### EXERCISE DIRECTIONS
Write out the entries below exactly. End with the line that contains "margin:0; font-family:Roboto,sans-serif; background:#19191b;".
━━━
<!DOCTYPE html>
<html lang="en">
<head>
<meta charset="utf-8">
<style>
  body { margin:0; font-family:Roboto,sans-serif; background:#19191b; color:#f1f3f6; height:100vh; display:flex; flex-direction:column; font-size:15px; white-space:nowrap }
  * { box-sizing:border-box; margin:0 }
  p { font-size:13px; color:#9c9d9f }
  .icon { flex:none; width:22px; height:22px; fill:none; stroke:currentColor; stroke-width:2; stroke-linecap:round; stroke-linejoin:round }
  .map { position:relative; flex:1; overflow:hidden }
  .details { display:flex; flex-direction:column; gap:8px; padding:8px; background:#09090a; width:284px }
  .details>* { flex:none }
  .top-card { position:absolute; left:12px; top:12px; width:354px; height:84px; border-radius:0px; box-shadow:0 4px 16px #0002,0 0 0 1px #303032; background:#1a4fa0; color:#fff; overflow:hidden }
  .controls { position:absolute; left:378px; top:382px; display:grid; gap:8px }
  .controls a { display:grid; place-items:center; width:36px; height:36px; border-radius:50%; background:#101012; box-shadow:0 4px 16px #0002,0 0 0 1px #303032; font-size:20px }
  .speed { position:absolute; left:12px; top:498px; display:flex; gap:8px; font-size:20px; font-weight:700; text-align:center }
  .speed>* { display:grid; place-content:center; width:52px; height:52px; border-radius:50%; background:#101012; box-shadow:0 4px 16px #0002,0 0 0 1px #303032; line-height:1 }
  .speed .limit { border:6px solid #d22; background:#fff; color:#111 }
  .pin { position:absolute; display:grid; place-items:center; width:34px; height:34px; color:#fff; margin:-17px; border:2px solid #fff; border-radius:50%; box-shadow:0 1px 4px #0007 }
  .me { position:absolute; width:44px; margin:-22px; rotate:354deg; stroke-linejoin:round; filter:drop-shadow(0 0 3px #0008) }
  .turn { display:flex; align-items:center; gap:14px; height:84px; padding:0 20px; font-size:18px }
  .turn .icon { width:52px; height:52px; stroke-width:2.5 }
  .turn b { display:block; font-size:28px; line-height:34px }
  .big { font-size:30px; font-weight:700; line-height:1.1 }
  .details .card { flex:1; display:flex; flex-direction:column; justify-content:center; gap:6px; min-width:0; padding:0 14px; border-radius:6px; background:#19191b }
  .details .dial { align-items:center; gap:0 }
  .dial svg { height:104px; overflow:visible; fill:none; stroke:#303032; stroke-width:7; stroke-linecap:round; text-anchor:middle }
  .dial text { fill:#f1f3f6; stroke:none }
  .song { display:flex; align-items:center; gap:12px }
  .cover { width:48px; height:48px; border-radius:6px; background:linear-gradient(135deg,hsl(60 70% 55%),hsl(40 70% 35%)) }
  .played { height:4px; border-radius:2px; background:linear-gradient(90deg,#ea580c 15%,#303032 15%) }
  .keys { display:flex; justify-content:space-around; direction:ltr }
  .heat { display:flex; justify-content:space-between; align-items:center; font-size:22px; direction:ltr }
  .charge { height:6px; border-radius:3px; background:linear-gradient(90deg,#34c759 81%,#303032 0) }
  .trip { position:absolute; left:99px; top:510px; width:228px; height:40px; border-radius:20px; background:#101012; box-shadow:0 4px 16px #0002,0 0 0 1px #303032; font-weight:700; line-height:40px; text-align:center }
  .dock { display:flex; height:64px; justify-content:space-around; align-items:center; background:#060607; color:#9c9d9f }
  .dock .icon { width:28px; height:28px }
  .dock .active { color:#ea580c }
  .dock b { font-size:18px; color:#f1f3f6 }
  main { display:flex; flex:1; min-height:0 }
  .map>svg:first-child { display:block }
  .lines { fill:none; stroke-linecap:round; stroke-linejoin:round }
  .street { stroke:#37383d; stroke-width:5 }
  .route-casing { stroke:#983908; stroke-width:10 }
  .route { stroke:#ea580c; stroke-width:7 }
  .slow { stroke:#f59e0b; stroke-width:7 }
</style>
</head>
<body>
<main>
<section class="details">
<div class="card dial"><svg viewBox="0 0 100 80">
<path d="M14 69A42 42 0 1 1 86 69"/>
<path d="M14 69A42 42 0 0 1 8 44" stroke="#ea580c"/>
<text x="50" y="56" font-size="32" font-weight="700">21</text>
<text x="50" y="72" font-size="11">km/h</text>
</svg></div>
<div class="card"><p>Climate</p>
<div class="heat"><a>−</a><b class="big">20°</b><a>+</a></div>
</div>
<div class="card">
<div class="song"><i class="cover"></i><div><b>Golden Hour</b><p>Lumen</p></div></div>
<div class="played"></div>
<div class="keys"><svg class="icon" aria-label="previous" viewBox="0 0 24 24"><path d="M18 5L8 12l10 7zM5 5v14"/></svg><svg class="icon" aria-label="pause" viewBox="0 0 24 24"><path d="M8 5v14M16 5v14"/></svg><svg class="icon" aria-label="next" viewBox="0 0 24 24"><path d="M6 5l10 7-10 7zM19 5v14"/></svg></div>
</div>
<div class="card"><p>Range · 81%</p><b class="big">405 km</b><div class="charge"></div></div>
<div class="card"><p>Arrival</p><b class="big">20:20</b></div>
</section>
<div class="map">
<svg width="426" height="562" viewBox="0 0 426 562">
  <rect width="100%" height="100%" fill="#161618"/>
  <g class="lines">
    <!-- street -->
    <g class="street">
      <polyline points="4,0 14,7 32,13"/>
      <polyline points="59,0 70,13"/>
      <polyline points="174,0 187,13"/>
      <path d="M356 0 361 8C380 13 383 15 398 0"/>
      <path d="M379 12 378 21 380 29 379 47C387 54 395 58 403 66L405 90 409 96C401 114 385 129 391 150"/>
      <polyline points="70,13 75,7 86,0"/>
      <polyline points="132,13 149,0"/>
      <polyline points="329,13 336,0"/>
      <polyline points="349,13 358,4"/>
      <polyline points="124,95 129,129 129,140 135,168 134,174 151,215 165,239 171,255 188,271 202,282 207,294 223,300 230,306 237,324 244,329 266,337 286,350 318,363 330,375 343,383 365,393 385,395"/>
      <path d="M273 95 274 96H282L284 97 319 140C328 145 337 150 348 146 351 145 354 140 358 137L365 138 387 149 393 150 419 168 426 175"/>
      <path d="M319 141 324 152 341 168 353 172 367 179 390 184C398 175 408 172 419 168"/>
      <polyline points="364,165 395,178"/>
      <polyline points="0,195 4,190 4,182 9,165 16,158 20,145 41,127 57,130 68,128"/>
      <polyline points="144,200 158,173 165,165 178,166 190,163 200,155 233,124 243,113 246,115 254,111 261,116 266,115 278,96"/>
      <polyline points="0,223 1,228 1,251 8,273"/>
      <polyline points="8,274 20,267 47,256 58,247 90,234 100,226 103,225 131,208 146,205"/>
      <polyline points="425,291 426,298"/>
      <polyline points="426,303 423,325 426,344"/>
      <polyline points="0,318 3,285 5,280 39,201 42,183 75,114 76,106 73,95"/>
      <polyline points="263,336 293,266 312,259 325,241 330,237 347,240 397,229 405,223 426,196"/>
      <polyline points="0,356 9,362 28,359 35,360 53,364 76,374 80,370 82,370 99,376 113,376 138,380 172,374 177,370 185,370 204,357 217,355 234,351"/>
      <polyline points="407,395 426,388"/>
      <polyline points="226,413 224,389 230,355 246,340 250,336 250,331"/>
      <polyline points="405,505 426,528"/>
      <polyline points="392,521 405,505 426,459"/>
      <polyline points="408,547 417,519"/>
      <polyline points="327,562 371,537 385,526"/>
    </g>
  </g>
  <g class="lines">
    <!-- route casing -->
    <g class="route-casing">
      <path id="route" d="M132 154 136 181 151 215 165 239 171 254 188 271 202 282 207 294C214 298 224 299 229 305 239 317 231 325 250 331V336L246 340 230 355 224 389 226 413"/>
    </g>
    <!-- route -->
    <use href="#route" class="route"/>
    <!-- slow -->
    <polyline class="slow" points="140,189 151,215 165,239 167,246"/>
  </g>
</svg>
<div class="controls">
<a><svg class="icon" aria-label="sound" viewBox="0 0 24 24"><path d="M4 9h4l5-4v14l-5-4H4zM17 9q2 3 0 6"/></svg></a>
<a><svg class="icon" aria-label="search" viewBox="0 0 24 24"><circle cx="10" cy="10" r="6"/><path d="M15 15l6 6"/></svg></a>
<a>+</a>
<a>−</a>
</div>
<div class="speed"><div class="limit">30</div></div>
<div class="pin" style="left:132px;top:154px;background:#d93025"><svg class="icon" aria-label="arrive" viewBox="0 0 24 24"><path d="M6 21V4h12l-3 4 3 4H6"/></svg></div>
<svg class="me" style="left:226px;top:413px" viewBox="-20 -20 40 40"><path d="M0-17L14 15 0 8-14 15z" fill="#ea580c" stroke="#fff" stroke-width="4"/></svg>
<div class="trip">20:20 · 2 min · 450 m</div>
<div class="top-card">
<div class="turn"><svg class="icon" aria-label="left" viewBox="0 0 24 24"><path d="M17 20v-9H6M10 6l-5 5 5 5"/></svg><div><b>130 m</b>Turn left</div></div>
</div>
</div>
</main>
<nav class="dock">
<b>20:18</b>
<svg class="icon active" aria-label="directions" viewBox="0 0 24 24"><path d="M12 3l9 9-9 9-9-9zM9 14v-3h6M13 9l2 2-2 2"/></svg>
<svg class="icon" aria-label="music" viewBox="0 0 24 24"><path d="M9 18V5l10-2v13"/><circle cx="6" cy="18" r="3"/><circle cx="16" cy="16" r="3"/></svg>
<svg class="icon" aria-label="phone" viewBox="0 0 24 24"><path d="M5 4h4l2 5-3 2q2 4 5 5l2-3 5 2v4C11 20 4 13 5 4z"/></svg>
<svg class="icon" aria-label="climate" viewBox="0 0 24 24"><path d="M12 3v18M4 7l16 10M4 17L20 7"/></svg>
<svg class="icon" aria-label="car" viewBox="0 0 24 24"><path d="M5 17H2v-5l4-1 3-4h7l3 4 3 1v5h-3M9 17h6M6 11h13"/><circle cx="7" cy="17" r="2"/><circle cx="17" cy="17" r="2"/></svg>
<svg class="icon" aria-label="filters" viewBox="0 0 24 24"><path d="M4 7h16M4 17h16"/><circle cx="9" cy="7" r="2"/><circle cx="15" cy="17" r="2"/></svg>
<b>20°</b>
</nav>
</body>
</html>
━━━
### EXERCISE RESPONSE
<!DOCTYPE html>
<html lang="en">
<head>
<meta charset="utf-8">
<style>
  body { margin:0; font-family:Roboto,sans-serif; background:#19191b; color:#f1f3f6; height:100vh; display:flex; flex-direction:column; font-size:15px; white-space:nowrap }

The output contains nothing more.